Donate
Prose

С серого севера

вот я еду, то есть не я еду, а меня везут, в машине, и вокруг очень, очень темно, впереди светят фонари, по сторонам различимы ели, встали зеваками на обочине и стоят, смотрят, а что за ними — не понять, только, как писала некто, бусинки света, а ещё можно сравнить с бисером или стеклярусом, забилась мелочь в бархатные углы шкатулки и блестит оттуда, а откуда оттуда, разве не в ничто ты, не едешь в никуда? отрепетированно выползает туман, прячет за пазухой дорогу, а сбоку, за деревьями, ветер бережно укладывает его, как вату под рождественскую ёлку. потом всё резко смахивает чья-то чёрная рука; смешались в кучу кони, пешки; ухнули, повалились ладьи — туда, в расчерченные квадраты волн, где тоже светит какой-нибудь буксирчик. это выехали на мост, и сердце уходит не в пятки, а много ниже, к уровню моря. зимой я еду уже в автобусе; оставив позади архангельск, водитель выключает свет, и снова эта белёсая, слепая тьма, где вместо тумана — снег, где я вспоминаю что-то очень похожее, да, прошлое лето, но перепрыгиваю ещё дальше и вижу зеленоватые пески пустыни, и себя (воспоминание говорит в третьем лице), и спящего папу, но я смотрю не на него, не на себя, а в окно, смотрю, насмотревшись новостей про туристические аварии, прислушиваюсь, наслушавшись про единственный в хургаде светофор, — и как бы сторожу наш путь, духом-сыном несясь над песчаными волнами.

некто известна также под прозванием красной графини или графини т.; государство, в котором она разъезжала от снятого дома к college и обратно, и поныне стоит на берегу пустынных волн; её не подстрелили, как коллегу пушкина, и потому она описала всё: непоправимо раннее утро, чёрную безнебесность, не дающие заснуть за рулём песни гребенщикова (нанятый сторож, третье лицо), и ещё, хотя губы рассказчицы сомкнуты и об этом ни слова, я почему-то представляю её в очках авиатора, толстых, плотных, прорезиненных по краям. есть в них какая-то отчуждённость, в этих очках. скафандры для глаз.

если глаза могут поцарапать ветки (и никакие веки не спасут), то отчего их не могут поцарапать тени веток? вот мы идём на лыжах, мы идём, а снег лежит, кусты изображают руки ренаты литвиновой, а сашины руки устали, он вздыхает, томно, как рената литвинова. впереди хрупкий мостик, изогнувшийся, как бровь ренаты литвиновой, и, как рената литвинова, сосны выпячивают бока. рената литвинова просит лыжню и обгоняет нас, рената литвинова сидит, как русалка, на ветвях и посылает оттуда свой северный ветер. ветер тревожит руки ренаты литвиновой, с которых падает белый, как улыбка ренаты литвиновой, снег. и, падая, снег шуршит: рената рената рената рената рената рената рената рената рената.

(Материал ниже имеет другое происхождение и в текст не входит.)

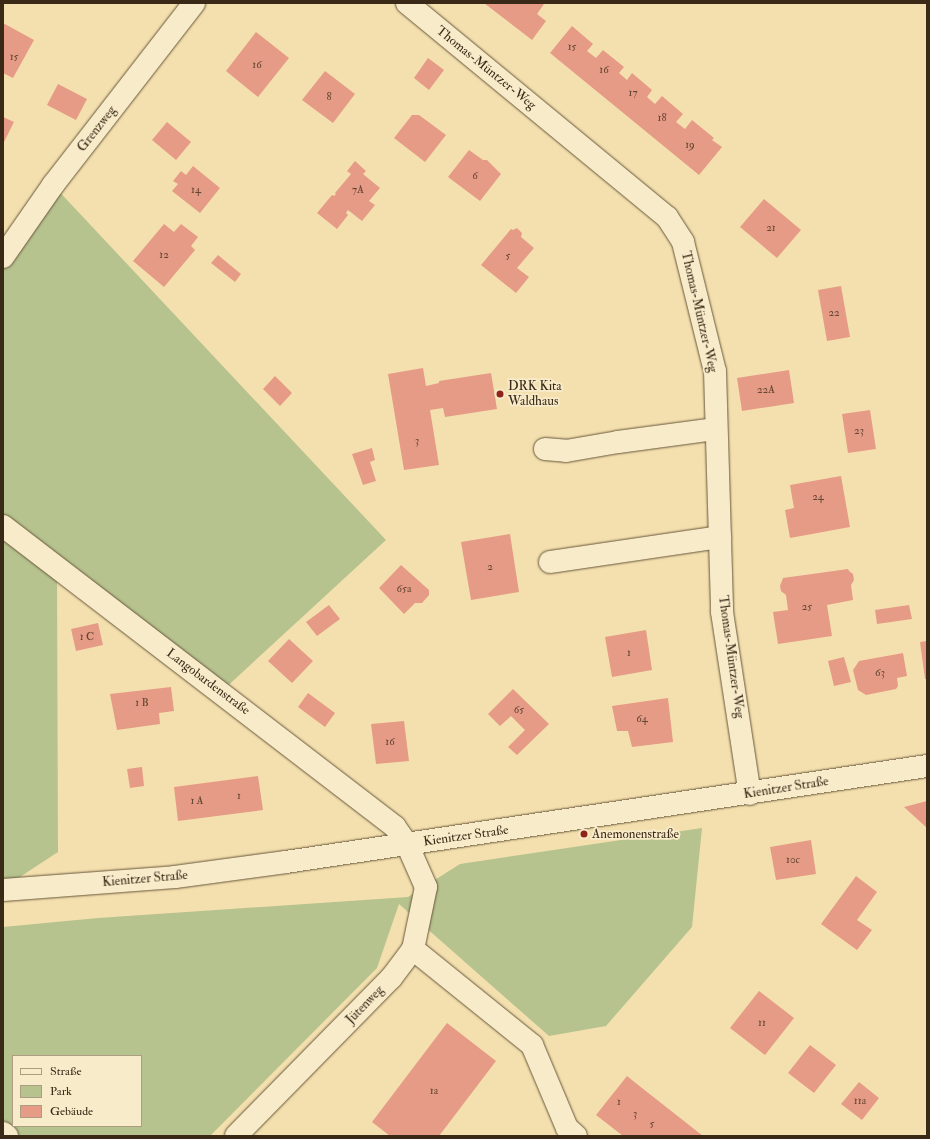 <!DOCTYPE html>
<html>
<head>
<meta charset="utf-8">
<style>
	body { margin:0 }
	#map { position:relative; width:930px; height:1139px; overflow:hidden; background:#f4e0ae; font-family:"IM FELL Double Pica",serif }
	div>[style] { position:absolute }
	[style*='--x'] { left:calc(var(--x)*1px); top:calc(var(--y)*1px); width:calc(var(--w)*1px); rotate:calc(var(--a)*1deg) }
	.green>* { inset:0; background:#b6c38e }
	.building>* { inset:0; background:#e69b86 }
	.roads { filter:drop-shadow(0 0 1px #68573c) drop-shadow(0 0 1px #68573c) }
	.minor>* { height:22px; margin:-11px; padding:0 11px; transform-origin:11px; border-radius:11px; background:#f8ebca }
	.dots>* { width:11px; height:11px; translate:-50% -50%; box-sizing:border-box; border:2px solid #f8ebca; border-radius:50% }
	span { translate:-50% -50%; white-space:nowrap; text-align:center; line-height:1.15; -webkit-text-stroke:3.5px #f8ebca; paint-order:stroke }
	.number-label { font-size:11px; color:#644632 }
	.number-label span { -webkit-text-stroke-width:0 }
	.street-label { font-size:13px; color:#392916 }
	.poi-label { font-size:13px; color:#392916 }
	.left { translate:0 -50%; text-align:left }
	.frame { position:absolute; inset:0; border:4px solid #392916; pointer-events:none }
	.legend { position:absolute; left:12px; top:1055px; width:130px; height:72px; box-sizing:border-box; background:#f8ebca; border:1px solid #ac9d82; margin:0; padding:5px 7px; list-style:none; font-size:12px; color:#392916 }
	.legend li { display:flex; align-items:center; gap:8px; height:20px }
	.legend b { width:20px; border:1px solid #ac9d82 }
</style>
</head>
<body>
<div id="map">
	<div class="green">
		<div style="clip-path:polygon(53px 185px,386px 540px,221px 692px,57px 567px,58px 852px,3px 888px,3px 261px)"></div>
		<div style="clip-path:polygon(evenodd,702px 828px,692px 927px,606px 1026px,549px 1036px,399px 904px,377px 968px,210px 1136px,3px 1136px,3px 927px,98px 918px,408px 897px,460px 864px,702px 828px,13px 1056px,141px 1056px,141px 1126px,13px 1126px,13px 1056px)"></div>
	</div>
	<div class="building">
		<div style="clip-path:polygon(484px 3px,542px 3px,544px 4px,537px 14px,546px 21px,532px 40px)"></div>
		<div style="clip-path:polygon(3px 23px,34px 40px,13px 78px,3px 73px)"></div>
		<div style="clip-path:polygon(572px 26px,593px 44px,587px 51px,596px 58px,603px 50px,624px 67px,619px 73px,627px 80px,632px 73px,652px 90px,647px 97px,655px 104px,662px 96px,683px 114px,676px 122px,685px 129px,692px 120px,714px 138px,712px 140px,722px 147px,699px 175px,550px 53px)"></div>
		<div style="clip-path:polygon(256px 32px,289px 58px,258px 97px,226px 71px)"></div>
		<div style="clip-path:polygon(428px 58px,444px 70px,429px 90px,414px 78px)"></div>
		<div style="clip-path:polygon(325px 71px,355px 94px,333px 123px,302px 100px)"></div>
		<div style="clip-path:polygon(58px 84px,87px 99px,76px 120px,47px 105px)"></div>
		<div style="clip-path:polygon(412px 115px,419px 115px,446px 135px,425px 162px,394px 138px)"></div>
		<div style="clip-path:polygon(3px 117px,14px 122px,3px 144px)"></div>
		<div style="clip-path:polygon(167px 122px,191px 142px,176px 160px,152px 140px)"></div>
		<div style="clip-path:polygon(469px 150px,483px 160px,487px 160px,501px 174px,480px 201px,448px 177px)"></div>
		<div style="clip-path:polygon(355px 161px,366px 171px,363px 174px,380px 188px,369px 201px,375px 205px,362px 221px,348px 210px,346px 213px,348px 215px,337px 229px,317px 213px,332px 195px,334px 196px,336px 194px,335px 193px,351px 174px,347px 171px)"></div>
		<div style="clip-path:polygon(193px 166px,220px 188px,200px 213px,172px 191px,178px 184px,173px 181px,181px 171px,186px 175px)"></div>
		<div style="clip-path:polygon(764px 199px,801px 230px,777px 258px,740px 227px)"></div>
		<div style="clip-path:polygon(164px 224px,174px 232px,181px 224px,198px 237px,191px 246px,195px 250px,164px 287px,133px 261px)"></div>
		<div style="clip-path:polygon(517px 228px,522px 233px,521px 237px,534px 248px,517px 268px,529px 277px,516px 293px,481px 265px,511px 229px,513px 230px)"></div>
		<div style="clip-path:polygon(218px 255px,241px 274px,235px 282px,211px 263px)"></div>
		<div style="clip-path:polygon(841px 286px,850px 337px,827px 341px,818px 290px)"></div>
		<div style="clip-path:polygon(423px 368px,426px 386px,439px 383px,439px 381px,491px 373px,497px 409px,445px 417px,443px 408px,430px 410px,439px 465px,404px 470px,388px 374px)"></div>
		<div style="clip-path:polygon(789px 370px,794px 403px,742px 411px,737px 378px)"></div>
		<div style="clip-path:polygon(275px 376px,292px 393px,280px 406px,263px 389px)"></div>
		<div style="clip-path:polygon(870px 410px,876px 449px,848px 453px,842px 414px)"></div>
		<div style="clip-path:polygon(372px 448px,375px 460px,370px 462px,376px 481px,363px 485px,352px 454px)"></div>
		<div style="clip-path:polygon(841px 476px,850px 527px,790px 538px,785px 510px,794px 508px,790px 485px)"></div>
		<div style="clip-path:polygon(510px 534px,519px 592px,471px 600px,461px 542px)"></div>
		<div style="clip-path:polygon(401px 565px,429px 590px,429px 595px,422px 603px,415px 603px,404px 614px,379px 588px)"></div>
		<div style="clip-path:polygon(848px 569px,849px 571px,853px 574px,854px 580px,851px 585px,853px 600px,827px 605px,832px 636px,778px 644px,773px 612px,788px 610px,786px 595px,781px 591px,780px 586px,783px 578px)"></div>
		<div style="clip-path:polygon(329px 605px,340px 619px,317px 636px,306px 622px)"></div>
		<div style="clip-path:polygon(909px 605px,912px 619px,877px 624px,875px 610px)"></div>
		<div style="clip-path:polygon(98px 623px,103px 645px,76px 651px,71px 629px)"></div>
		<div style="clip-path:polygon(646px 630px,652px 670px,612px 677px,605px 637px)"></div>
		<div style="clip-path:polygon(289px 639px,313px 661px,292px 683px,268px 661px)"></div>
		<div style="clip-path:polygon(927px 641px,927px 679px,925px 679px,920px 642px)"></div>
		<div style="clip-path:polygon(903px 653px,907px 676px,897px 678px,898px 686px,896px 689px,866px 695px,858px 690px,853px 670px,859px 661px)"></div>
		<div style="clip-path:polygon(844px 657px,851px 682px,834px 686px,828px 661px)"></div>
		<div style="clip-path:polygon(171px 687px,174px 711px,159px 713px,160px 724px,117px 730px,110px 694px)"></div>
		<div style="clip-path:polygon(513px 689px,549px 724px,517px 755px,508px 747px,525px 730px,511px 716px,500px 726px,488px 714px)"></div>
		<div style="clip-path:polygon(308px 693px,335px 713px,325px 727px,298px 707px)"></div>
		<div style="clip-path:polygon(668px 698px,673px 742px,632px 747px,628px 731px,617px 731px,612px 706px)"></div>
		<div style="clip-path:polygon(404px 721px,409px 761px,376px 764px,371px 724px)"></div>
		<div style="clip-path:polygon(142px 767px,144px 786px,130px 788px,127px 769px)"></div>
		<div style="clip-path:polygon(258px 776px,263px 810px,178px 821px,174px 787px)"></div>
		<div style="clip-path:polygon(927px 801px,927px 828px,904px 807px)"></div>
		<div style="clip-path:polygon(811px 840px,816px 874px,776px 880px,770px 847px)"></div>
		<div style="clip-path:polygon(856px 876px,877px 892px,857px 920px,872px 930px,857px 950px,821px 924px)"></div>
		<div style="clip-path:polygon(759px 991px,794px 1018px,765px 1055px,730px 1028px)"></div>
		<div style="clip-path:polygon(447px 1023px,496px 1061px,439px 1136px,390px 1136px,372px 1122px)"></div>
		<div style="clip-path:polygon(810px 1045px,836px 1065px,814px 1093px,788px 1073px)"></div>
		<div style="clip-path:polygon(627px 1076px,642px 1088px,703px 1136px,623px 1136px,596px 1115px)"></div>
		<div style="clip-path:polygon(859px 1082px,879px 1098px,862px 1120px,841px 1104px)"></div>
	</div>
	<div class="roads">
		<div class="minor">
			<div style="--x:407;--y:3;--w:337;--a:39.5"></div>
			<div style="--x:667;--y:217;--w:30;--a:57"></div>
			<div style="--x:683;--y:242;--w:133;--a:76.1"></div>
			<div style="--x:715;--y:371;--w:241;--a:88.3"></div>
			<div style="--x:722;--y:612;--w:184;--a:81.3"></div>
			<div style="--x:3;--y:257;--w:88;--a:-55.2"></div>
			<div style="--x:53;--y:185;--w:230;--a:-52.2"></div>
			<div style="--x:545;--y:449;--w:21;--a:5"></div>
			<div style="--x:566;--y:451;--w:53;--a:-9.8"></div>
			<div style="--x:618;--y:442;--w:99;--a:-7.6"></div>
			<div style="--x:3;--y:526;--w:494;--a:37.5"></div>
			<div style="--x:395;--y:827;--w:21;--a:55"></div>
			<div style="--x:407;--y:844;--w:47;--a:66.2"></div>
			<div style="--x:426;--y:887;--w:63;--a:101.8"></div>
			<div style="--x:413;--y:949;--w:36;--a:127"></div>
			<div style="--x:391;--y:978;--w:221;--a:134.5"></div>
			<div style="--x:550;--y:562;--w:172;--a:-8.4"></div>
			<div style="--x:3;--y:890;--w:172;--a:-4.3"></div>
			<div style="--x:175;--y:877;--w:112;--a:-7.7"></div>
			<div style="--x:286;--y:862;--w:648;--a:-8.52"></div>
			<div style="--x:413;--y:949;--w:153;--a:38.9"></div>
			<div style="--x:532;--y:1045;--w:90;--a:67.1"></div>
			<div style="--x:567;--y:1128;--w:12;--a:42"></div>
			<div style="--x:3;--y:1133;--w:5;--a:37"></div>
		</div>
	</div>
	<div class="dots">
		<div style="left:500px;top:394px;background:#8f2418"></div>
		<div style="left:584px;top:834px;background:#8f2418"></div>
	</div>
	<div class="number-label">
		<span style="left:572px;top:47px">15</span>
		<span style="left:14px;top:57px">15</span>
		<span style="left:257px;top:65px">16</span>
		<span style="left:604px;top:70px">16</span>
		<span style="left:633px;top:93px">17</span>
		<span style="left:329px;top:97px">8</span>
		<span style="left:662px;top:118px">18</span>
		<span style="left:690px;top:145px">19</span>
		<span style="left:475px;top:176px">6</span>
		<span style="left:196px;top:190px">14</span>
		<span style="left:358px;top:190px">7A</span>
		<span style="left:771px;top:228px">21</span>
		<span style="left:164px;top:255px">12</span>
		<span style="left:508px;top:256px">5</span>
		<span style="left:834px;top:313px">22</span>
		<span style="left:766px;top:390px">22A</span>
		<span style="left:859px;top:431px">23</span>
		<span style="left:417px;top:441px">3</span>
		<span style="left:818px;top:497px">24</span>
		<span style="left:490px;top:567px">2</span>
		<span style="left:404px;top:589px">65a</span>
		<span style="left:807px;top:607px">25</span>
		<span style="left:87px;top:637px">1 C</span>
		<span style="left:629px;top:653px">1</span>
		<span style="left:880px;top:673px">63</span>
		<span style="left:142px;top:703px">1 B</span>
		<span style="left:519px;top:710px">65</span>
		<span style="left:642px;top:719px">64</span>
		<span style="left:390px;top:742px">16</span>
		<span style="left:239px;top:796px">1</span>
		<span style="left:197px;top:801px">1 A</span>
		<span style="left:793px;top:860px">10c</span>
		<span style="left:762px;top:1023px">11</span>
		<span style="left:434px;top:1091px">1a</span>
		<span style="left:860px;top:1101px">11a</span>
		<span style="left:619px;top:1102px">1</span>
		<span style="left:635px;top:1114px">3</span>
		<span style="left:652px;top:1124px">5</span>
	</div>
	<div class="street-label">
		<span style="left:486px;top:68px;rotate:39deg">Thomas-Müntzer-Weg</span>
		<span style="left:97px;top:129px;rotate:-52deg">Grenzweg</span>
		<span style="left:699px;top:312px;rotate:77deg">Thomas-Müntzer-Weg</span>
		<span style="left:731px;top:657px;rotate:82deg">Thomas-Müntzer-Weg</span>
		<span style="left:208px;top:682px;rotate:37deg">Langobardenstraße</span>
		<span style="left:786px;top:788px;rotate:-9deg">Kienitzer Straße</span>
		<span style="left:466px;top:836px;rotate:-8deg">Kienitzer Straße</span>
		<span style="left:145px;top:879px;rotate:-5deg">Kienitzer Straße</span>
		<span style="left:365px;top:1005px;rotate:-46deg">Jütenweg</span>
	</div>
	<div class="poi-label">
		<span class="left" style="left:508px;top:394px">DRK Kita<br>Waldhaus</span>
		<span class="left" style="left:592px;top:834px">Anemonenstraße</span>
	</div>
	<div class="frame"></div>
	<ul class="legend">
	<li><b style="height:5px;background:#f8ebca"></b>Straße</li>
	<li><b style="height:11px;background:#b6c38e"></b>Park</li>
	<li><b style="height:11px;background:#e69b86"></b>Gebäude</li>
	</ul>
</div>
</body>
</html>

я открываю окно и слушаю, и слышу, как что-то долго гудит. рисуя геометрическую задачу, путник проходит двор наискосок. чёрным по белому. из, а в б. вот ушёл. вот из–за дома засветили фары. а там всё гудит. из альманаха «северные цветы» на 1832 год: «гласом природы называется протяжный, унылый звук, иногда слышимый в пустынях и диких лесах, которого, говорят, никто не мог слышать равнодушно, и причина коего ещё не разгадана». из другого окна я смотрю на тени. ветки качаются, будто написано в сценарии: «ветки качаются». нет, они славно играют свои роли, но несколько что ли равнодушно. вот вдали зависли клубы заводского дыма. или это инистые кроны. а вот там что. я не вижу. вам тоже не видно отсюда. жаль.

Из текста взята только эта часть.